The problem is: the first time I met her ex, I was super attracted to him – and we were so compatible! I couldn’t believe she had met someone so suited (to me) and I’ll admit I was pretty envious. But, given he was dating my friend, I put him out of my mind... until a few weeks ago.

We ran into each other at an event and the spark was definitely there – nothing happened, but now I feel so guilty. He asked for my number and yes, I confess: I gave it to him. Since then, we’ve been talking a lot and he’s asked if I want to meet up – but I keep hesitating and putting off answering, because I don’t know what to do.

Is it ever OK to date your friend’s ex-boyfriend, even if it “wasn’t that deep”? I know you’ll probably say to talk to her about it, but people are weird about things like this. I don’t want to risk jeopardising our friendship.

Scared Of Missing Out On A Good Thing

Dear Scared,

I understand why you’re feeling so nervous about this awkward situation. You clearly care a lot about your friend and are putting her first – rightly so, as I’d always remind people that nine times out of ten, friendship lasts a hell of a lot longer than a romantic relationship (with the exception of meeting the love of your life, of course).

In fact, I often muse on the fact that, particularly for women, our friends can be our most romantic entanglements. Who else is there to support you when you’re sad or unwell, who would drop everything to check in on you when you’re heartbroken, who would (quite literally, in my friend Dayna’s case) drive round every morning to leave a coffee and a croissant on your doorstep when you’re going through something difficult?
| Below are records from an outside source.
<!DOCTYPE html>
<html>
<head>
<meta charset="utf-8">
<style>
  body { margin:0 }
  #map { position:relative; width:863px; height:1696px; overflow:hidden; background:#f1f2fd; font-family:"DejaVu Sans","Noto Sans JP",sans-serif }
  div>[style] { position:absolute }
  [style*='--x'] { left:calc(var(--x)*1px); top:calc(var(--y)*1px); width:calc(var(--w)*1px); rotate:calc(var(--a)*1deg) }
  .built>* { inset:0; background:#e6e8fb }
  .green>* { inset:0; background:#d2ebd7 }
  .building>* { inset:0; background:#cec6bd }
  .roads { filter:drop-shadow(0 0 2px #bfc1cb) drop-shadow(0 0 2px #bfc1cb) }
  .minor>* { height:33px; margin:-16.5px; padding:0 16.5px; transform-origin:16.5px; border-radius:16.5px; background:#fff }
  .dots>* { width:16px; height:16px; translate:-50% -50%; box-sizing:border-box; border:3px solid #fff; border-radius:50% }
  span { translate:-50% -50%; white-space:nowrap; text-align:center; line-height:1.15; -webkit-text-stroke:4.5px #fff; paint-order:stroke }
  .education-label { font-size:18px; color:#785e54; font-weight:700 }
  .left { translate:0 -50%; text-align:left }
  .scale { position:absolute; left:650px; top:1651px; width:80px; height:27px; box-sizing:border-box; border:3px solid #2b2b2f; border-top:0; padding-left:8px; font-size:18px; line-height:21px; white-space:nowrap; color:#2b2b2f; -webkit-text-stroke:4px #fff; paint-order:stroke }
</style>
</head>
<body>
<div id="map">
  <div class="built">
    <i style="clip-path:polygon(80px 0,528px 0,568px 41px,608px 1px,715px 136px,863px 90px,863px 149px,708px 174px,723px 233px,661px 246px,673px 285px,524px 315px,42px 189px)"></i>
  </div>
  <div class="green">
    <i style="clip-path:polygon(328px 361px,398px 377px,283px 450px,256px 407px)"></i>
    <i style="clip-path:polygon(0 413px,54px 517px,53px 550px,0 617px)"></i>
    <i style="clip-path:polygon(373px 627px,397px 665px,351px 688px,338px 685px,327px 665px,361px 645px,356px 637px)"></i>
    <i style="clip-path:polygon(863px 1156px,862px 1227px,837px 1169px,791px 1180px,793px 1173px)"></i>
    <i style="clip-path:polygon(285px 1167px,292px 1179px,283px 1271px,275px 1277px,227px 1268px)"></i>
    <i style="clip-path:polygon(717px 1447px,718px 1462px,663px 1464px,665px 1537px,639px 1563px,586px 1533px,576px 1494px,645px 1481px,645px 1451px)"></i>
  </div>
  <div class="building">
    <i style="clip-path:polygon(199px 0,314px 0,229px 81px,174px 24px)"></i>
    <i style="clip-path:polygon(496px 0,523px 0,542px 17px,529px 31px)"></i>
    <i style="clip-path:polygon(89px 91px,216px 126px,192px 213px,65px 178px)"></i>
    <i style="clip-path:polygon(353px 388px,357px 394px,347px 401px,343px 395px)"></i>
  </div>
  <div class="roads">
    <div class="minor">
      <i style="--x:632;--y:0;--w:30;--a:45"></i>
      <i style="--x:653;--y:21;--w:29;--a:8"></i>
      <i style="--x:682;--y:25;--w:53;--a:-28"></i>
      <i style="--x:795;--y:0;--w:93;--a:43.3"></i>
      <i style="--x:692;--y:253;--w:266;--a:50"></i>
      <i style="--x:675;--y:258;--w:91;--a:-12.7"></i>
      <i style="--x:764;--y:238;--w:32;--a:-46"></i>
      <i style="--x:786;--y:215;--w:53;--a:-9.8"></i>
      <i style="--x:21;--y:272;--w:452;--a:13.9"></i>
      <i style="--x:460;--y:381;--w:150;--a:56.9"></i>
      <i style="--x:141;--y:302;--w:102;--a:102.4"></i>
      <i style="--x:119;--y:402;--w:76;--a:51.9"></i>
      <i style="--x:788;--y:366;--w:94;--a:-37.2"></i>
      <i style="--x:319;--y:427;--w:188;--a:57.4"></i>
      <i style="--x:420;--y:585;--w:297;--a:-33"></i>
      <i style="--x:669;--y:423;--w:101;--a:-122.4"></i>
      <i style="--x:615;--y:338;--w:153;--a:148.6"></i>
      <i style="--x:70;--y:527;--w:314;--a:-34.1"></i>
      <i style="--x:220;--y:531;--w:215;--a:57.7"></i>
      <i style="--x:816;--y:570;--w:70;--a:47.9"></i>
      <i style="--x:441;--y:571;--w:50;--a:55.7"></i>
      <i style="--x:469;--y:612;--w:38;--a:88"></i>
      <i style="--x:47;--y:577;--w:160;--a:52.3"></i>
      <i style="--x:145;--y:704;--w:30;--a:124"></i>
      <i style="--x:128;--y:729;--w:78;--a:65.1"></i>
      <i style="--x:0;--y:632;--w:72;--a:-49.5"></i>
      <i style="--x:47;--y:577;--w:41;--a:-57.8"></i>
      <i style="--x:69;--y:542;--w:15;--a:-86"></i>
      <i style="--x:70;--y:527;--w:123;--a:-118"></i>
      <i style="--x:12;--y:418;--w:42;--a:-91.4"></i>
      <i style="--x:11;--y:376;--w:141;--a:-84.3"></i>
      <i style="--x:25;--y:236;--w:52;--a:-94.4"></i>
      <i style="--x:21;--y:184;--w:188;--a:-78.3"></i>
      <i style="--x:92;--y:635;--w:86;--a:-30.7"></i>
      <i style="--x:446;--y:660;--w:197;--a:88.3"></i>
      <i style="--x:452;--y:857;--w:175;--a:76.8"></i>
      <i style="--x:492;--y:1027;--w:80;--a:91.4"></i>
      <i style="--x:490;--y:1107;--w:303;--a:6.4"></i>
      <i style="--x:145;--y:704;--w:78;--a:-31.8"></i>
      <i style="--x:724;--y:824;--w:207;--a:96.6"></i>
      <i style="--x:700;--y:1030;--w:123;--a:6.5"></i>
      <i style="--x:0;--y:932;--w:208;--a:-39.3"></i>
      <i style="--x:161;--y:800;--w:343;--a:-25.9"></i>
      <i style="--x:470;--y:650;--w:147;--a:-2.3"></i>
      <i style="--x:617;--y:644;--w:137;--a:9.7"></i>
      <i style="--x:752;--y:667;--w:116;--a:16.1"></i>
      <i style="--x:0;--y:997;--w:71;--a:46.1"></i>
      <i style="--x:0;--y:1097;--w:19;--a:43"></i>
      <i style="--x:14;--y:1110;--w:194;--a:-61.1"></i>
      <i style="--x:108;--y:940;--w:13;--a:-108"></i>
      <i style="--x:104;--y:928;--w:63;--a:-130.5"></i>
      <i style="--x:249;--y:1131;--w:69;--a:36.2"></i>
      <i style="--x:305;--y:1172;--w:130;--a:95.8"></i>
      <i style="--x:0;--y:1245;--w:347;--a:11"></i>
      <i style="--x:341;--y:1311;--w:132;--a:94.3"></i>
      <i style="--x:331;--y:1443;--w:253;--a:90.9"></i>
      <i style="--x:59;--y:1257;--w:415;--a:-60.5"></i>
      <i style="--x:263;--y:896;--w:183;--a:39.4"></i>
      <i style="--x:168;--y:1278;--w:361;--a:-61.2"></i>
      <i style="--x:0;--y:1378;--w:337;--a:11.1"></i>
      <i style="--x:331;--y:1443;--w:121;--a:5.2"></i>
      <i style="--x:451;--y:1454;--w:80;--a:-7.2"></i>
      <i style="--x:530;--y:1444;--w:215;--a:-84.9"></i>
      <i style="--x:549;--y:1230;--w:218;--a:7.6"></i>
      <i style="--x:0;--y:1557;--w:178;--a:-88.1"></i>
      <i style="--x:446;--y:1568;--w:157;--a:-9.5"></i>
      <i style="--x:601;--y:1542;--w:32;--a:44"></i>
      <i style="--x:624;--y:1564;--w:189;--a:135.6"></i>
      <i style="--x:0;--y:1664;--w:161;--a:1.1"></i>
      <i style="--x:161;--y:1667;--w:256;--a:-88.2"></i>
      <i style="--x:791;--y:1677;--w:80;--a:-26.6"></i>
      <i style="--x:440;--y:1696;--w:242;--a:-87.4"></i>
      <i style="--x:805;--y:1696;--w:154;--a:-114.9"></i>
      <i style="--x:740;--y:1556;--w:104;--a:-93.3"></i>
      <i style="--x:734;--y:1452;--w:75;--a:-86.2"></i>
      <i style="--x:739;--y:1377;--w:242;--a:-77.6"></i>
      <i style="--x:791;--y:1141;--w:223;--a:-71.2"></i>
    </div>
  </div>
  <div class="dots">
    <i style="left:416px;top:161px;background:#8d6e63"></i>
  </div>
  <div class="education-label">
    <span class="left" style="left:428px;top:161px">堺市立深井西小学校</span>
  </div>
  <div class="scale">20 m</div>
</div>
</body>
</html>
With very rare, very few exceptions, I’d maintain a hard line of: keep the friend, forget the man. And yet.

In your situation, things aren’t quite so clear-cut. The reason I say this is because on the surface, at least, your friend does not seem particularly heartbroken by her break-up – the way you tell it, things didn’t really get below surface-level between them. It’s entirely plausible that she might turn around and tell you to “fill your boots and have fun” with him.

But here’s the thing: you don’t know how she feels about it, because you haven’t asked her. And as a result, you’re making a lot of assumptions (and, likely, overthinking or overreacting, based on your own anxiety around losing a friend). Talk to her. Bring up the guy you like, say: “Hey, here’s something funny. I ran into XX recently – and he asked for my number!”

See how she reacts. See how crushed (or not) she is. I think you’ll soon be able to tell whether she’s bothered; she might even revel in the potential for romance for you – especially if she’s already moved on and is happy with someone else. If you need to be clearer than that, for your own peace of mind, you can add this on: “How would you feel if I met up with him?” – and then take her at her word.

Even if she says she doesn’t like the idea, you still have a choice. She is your friend, yes, but dating is hard. It can be difficult, veering on savage, to find someone you feel that elusive “spark” with and who you think might be matched or suited to you, long term.

You can choose to tough it out, to point out to her that she’s moved on – that they weren’t compatible anyway; that she said that, right from the beginning. Whatever possessiveness or jealousy or simple, human feelings of being “put out” because it feels like he is choosing someone else, chances are, if she wasn’t in love with him (which it sounds like she wasn’t), she’ll get over it. You might just have to give her a bit of time to lick her wounds, but she’ll come round.

I’m willing to bet your friendship also means more to her than any man.